Polymer Search turns spreadsheets and connected SaaS data sources into interactive, no-code dashboards and explorable databases in minutes, no SQL or Python required. You upload a CSV or connect a source, and Polymer automatically infers structure and lets you build pivot tables, charts, and filterable views that anyone on the team can explore. It also includes AI features that surface insights and help generate visualizations from your data. Compared with Julius, Polymer is aimed squarely at business and marketing teams who want fast self-serve analytics and shareable dashboards rather than code-driven analysis or model building. It connects to sources like Google Sheets, ad platforms, and CRMs, making it handy for quickly visualizing campaign or sales data without involving an analyst. The trade-off is depth: it is built for exploration and presentation rather than heavy statistical modeling or custom scripting. Polymer is a paid tool with trial access. Choose it when speed, ease of use, and no-code interactive dashboards matter most to a non-technical team.
Akkio — 4.3/5
Best for No-code predictive AI for teams.

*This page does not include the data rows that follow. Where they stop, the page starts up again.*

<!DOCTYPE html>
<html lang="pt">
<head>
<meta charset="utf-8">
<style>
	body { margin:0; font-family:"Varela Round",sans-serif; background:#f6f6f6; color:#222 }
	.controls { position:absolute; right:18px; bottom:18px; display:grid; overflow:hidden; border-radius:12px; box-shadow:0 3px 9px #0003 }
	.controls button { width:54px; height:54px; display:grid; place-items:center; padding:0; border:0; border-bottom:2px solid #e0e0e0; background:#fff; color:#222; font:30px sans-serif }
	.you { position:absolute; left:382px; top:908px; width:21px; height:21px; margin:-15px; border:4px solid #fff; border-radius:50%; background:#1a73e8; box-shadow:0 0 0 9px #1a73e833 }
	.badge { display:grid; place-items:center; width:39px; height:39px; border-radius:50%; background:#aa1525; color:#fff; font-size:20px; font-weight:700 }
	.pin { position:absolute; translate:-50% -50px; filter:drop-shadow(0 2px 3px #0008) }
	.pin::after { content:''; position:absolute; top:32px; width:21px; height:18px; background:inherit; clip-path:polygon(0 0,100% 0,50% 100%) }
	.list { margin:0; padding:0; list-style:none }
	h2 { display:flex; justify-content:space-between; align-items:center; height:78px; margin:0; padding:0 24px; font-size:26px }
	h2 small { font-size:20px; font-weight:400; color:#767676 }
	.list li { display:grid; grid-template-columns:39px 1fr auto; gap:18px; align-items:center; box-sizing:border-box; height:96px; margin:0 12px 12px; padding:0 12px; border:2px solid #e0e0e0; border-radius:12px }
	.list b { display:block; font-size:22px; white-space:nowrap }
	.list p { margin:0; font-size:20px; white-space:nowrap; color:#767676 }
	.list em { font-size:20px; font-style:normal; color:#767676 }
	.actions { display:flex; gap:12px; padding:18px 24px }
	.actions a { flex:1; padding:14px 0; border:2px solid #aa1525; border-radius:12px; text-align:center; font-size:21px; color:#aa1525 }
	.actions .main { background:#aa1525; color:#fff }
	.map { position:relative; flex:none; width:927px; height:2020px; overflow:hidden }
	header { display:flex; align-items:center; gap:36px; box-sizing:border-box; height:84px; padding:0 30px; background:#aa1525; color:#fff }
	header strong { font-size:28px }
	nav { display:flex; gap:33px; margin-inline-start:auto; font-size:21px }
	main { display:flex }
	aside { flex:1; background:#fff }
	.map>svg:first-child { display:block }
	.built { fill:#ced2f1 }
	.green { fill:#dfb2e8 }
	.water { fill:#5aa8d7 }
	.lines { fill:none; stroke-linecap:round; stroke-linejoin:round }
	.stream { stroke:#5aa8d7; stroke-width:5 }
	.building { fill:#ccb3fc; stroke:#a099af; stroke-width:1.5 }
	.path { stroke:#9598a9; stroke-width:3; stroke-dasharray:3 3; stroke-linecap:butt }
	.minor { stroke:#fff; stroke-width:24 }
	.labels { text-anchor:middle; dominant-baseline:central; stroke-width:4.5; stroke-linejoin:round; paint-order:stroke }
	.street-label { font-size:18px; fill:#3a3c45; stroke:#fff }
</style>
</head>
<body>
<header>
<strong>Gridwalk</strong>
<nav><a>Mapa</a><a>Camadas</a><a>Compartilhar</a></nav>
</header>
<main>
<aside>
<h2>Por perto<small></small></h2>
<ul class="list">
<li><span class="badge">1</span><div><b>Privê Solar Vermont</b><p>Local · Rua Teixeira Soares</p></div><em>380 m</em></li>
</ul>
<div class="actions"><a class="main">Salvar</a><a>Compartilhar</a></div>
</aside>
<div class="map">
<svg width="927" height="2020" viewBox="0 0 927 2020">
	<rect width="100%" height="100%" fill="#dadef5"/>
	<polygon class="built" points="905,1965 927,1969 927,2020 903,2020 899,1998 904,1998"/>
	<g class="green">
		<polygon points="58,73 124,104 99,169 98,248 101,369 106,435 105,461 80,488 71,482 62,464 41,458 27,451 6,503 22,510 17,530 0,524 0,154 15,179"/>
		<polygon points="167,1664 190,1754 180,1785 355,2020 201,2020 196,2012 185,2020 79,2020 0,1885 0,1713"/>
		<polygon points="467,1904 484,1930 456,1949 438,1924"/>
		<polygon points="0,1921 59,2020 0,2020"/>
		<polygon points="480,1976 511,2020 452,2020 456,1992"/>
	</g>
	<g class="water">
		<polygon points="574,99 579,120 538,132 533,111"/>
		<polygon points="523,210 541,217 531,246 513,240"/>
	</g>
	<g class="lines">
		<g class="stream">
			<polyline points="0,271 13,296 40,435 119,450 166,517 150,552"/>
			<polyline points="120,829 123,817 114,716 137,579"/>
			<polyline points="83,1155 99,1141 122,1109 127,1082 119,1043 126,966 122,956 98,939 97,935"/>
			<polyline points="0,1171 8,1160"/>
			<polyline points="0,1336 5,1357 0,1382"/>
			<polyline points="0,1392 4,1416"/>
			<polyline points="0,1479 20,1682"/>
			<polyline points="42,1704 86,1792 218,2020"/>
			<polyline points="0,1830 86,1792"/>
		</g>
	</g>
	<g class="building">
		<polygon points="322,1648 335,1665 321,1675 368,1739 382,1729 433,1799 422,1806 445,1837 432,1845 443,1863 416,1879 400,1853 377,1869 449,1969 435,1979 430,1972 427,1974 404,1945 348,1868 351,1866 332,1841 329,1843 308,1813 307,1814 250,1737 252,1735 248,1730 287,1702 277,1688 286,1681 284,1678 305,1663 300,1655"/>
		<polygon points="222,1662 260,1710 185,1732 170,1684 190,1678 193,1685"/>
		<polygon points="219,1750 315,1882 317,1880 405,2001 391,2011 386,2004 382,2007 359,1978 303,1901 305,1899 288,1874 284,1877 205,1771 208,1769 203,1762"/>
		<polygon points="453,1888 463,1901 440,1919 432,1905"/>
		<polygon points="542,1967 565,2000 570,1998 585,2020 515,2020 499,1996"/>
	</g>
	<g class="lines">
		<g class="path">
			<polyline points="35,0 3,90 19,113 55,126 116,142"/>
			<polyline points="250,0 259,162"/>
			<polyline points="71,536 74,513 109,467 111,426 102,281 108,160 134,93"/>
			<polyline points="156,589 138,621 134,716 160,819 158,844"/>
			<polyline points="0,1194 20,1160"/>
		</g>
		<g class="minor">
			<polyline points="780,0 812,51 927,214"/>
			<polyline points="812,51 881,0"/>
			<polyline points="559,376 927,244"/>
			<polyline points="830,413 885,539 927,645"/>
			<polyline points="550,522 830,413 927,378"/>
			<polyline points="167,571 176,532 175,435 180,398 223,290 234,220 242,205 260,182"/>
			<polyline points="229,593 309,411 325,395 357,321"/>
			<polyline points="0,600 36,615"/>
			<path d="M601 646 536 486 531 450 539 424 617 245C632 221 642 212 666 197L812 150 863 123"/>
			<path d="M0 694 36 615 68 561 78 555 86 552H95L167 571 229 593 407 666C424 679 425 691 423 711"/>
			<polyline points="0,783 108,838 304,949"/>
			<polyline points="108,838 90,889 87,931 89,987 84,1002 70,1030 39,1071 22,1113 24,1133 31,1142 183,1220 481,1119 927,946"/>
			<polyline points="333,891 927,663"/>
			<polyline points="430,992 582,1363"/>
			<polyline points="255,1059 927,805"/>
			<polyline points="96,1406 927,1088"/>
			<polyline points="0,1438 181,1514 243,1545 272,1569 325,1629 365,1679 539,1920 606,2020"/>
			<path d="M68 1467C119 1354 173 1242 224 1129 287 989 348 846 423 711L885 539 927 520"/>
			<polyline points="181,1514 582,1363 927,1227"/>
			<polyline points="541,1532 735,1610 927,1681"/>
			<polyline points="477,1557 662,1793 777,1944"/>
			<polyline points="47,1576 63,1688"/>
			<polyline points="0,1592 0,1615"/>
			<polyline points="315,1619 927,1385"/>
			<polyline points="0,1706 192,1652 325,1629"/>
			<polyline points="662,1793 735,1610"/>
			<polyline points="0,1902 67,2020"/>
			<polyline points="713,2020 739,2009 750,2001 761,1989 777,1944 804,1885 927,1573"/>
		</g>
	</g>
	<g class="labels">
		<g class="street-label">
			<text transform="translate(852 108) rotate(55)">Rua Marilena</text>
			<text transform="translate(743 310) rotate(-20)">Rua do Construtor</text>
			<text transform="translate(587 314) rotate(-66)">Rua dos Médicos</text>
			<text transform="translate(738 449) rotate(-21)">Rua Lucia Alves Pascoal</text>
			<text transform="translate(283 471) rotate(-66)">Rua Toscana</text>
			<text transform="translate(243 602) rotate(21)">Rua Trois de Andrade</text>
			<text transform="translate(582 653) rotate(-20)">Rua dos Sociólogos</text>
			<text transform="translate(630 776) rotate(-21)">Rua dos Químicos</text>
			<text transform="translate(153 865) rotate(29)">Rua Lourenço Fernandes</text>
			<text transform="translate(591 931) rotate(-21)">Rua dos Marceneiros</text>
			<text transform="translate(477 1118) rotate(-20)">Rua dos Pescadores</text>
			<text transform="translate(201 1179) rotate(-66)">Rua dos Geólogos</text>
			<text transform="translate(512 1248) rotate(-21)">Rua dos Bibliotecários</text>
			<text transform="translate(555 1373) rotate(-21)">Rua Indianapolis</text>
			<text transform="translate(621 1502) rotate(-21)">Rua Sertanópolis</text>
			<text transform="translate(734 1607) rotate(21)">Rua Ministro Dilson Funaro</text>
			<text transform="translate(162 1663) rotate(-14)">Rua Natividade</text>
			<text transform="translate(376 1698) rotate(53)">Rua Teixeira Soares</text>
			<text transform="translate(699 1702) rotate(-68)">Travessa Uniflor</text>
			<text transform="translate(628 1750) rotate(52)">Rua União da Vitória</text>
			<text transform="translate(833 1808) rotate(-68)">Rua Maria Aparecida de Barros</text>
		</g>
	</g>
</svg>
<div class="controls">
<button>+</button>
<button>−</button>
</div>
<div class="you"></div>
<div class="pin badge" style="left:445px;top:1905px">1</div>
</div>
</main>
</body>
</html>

Akkio is a no-code predictive AI platform built for business teams that want machine-learning outcomes without a data-science background. You connect or upload your data, pick a column to predict, and Akkio trains a model and returns forecasts, scores, or classifications, all through a guided interface. It focuses on practical business use cases such as lead scoring, churn prediction, and sales forecasting, and can write results back to tools like CRMs so predictions flow into existing workflows. Compared with Julius, Akkio is less about open-ended data exploration or code and more about turning data into deployable predictions quickly, making it accessible to marketers, sales, and operations teams. It also includes generative and chat-style data exploration features for asking questions of your datasets in plain language. The platform is designed to get non-technical users from raw data to a working predictive model fast, with integrations that operationalize the output. Akkio is a paid tool with trial options. Choose it when no-code prediction and CRM write-back drive real business decisions.